I think you need to read the annual report, i believe it was Charlie who spoke about what a good entry point is. 

 

If Berkshire is set to buy back stock at 1.2x P/BV would this be a good entry for a new investor as well?

It seems we are only 10% away or roughly around $120 per B-share.

Posted

If Berkshire is set to buy back stock at 1.2x P/BV would this be a good entry for a new investor as well?

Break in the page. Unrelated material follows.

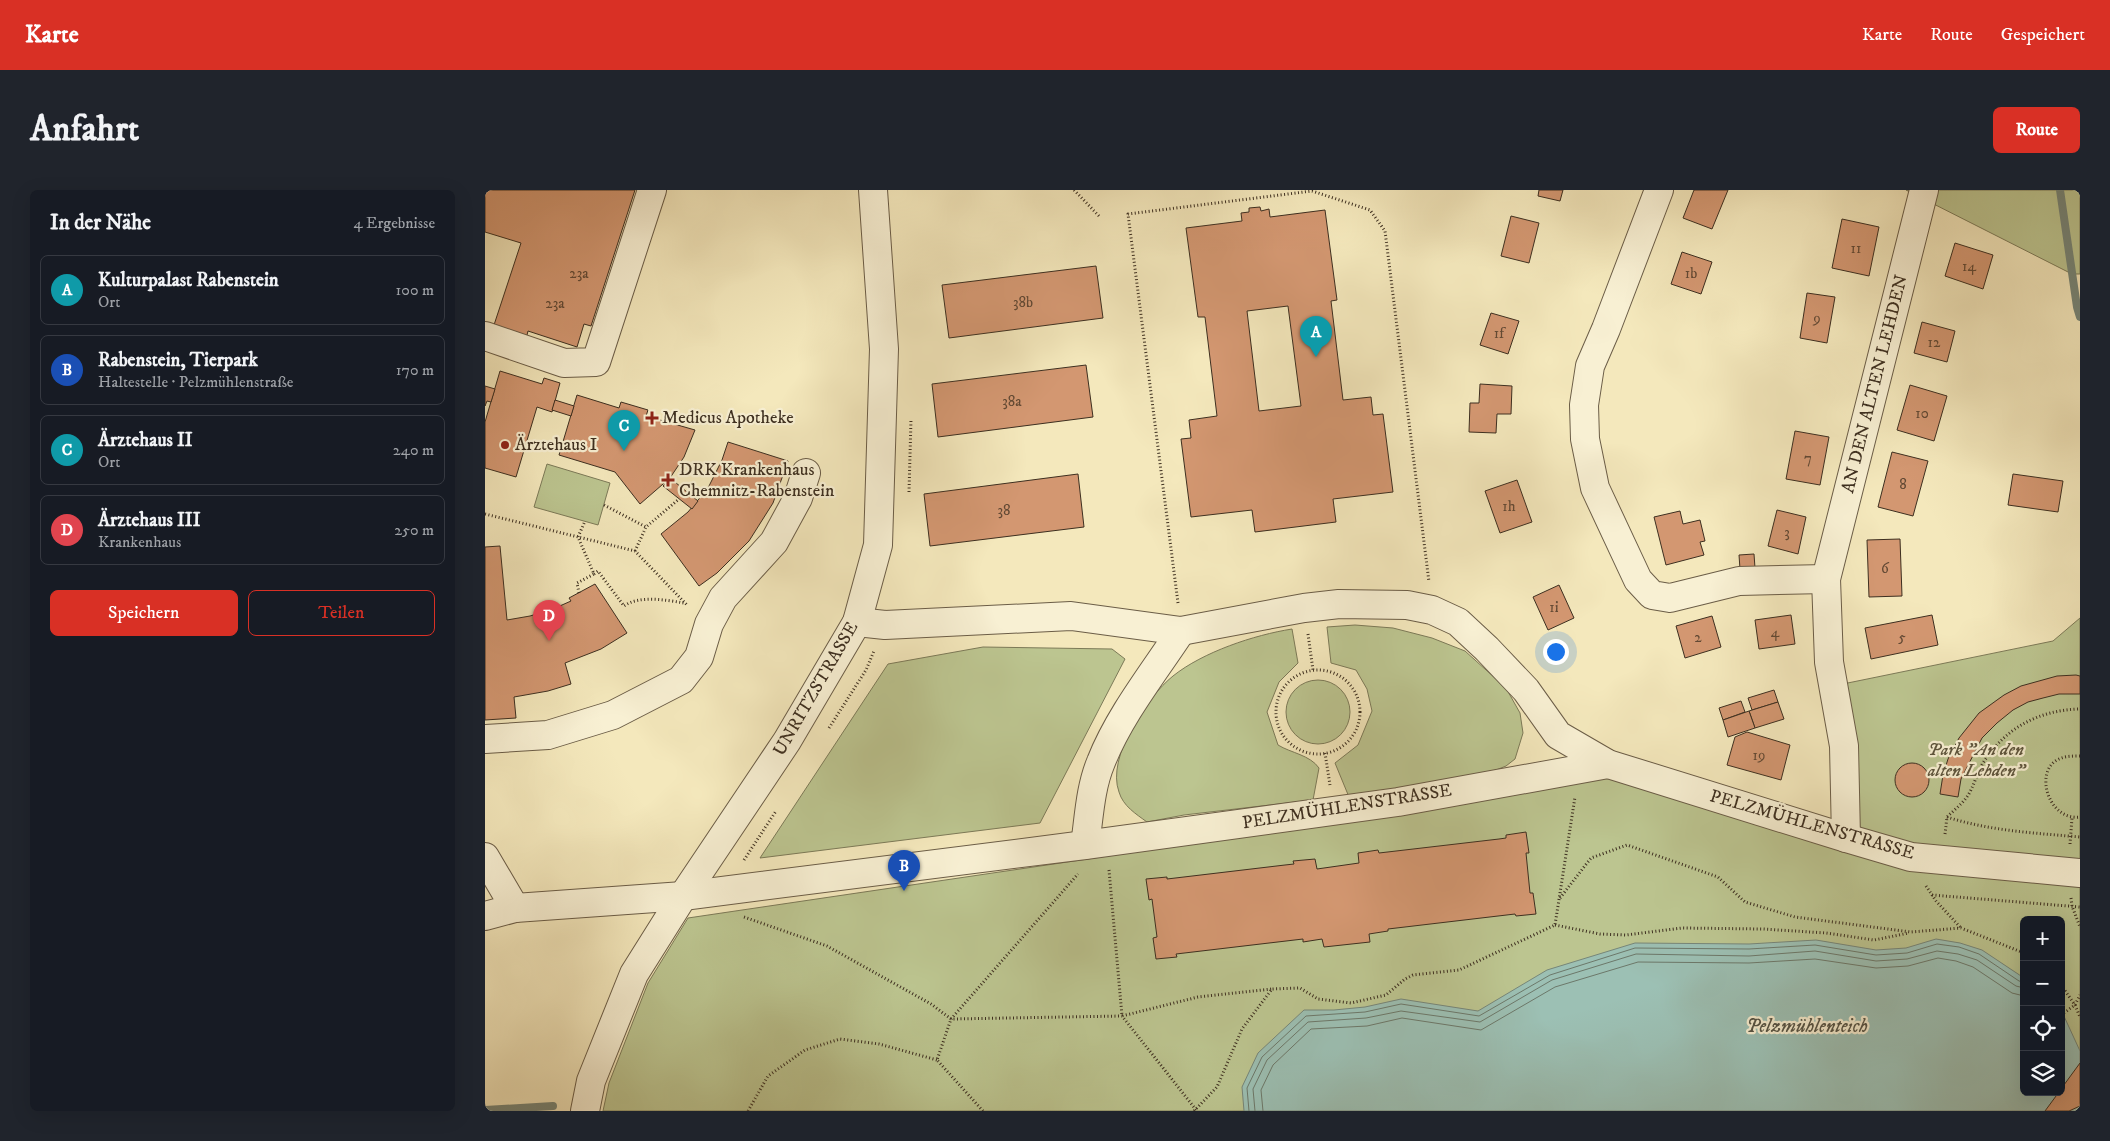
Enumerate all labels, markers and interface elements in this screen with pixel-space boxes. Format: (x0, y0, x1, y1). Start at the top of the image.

It seems we are only 10% away or roughly around $120 per B-share.

 

The answer to that question is "yes". Two important nuances:

 

1. I believe you are factoring the mark-to-market on Kraft Heinz into your "only about 10% away" comment;

2. Remember Q3 ends end of September so factor in any decline in general stock prices which will cause Berkshire's book value to drop (ie because of its publicly traded equities and because of the protection it sold (via derivatives) on various equity indexes - both of these are marked-to-market).

 

Factoring in #2 is not as easy as #1(until you are past quarter-end).

 

The way I have bought Berkshire in past is via a look-through p/e approach. Not the Tilson two-column approach copied from the Berkshire annual report, rather I look through everything including the public equity holdings, Kraft-Heinz, etc and figure out the look through "e" or owner earnings. I have not done that in a while, but would guess its around maybe 14-15x right now, maybe 14.5x with the recent acquisition. So if the stock drops 10% more here, take 10% off of that and you are at 13x earnings for something that will growth 6-11% annually pretty safely. What is nice about this "look through everything" approach is that it doesn't move at all with fluctuations in the market prices of securities. Whereas that is not the case with the question you asked on this thread (because of #2 above) and that is also not the case with the Tilson two-column / annual report method. As such, from a a value perspective, you can act more decisively using this approach in a turbulent market - its just a more fundamental approach relative to the multiple of book or two column approach.

 

 

Posted

I should also note I have made about 30 to 50% annualized returns on Berkshire since around 2000 using this approach - buying reasonably close to lows over the past 15 year and selling reasonably near highs - never perfect but good enough to outpace Berkshire itself. I think I did it 4 or 5 times, each time holding for 6 months to 3 years or so.

 

With this new 1.2x book floor thing, however, I don't think those opportunities will be as available anymore using this approach - Warren and Charlie figured out a way for existing shareholders not to sell to guys like me who take advantage of them too much when they are fearful or lose faith in Berkshire.

 

I believe out of these 4-5 times, I have bought Berkshire at least twice at 10x earnings. So, for it to go to 10x earnings from where it is today, it would have to drop 40% - which it won't because they have the 1.2x book thing in place. This is what I mean by those  opportunities not likely to be there as much in future. Doesn't mean it can't happen once in the next 5 years though...

Posted

Mungerville, I totally agree with your approach of looking through everything. That's the way I try to look at it that way as well cause there's so many parts in there and none of them are like the other.

 

The one comment I would have regarding your thoughts are about your view on the equity derivatives. You're marking to some market the position. But those puts are European style and are so out of money that I don't see how BRK pays out any

meaningful amount on them.

 

All that being said having a rule of thumb about P/B to help with quick decision making may not be such a bad thing. I be it served a lot of people well. I just prefer the hard way  ;)

 

Unrelated: I've re-done a deep dive on Geico for the past few days. It is unbelievable how good that business is!

Posted

If Berkshire is set to buy back stock at 1.2x P/BV would this be a good entry for a new investor as well?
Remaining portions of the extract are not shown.